→ RECORDED INFORMATION
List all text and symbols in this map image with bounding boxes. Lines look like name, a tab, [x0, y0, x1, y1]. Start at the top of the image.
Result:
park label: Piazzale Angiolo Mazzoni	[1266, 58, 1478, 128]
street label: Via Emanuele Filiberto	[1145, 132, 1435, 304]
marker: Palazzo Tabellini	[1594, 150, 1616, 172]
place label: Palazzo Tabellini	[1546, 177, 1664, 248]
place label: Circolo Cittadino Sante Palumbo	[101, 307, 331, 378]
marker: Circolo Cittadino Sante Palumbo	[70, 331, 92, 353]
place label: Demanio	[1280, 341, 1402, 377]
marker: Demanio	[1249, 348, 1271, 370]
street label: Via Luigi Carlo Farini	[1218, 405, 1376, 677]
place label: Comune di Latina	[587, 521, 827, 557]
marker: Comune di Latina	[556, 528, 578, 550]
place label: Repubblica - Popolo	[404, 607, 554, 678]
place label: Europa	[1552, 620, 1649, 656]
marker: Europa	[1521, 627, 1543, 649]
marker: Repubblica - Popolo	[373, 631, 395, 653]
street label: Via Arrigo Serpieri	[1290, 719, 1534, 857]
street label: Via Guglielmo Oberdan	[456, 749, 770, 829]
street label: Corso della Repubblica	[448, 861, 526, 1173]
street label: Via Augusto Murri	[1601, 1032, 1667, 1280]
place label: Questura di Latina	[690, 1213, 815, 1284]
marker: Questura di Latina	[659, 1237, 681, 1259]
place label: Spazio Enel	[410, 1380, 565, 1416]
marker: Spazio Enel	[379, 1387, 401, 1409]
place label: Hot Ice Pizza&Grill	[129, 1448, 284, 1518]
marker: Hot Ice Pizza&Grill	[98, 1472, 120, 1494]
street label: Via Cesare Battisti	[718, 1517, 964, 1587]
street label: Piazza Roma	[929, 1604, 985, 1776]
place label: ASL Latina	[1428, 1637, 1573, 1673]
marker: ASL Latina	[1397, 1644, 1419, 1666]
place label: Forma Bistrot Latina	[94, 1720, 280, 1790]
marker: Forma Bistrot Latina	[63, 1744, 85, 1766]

→ WHAT YOU NEED TO DO
For the word "Palumbo", say how many lines of the listing include it; give nothing but the number.

→ FINAL ANSWER
2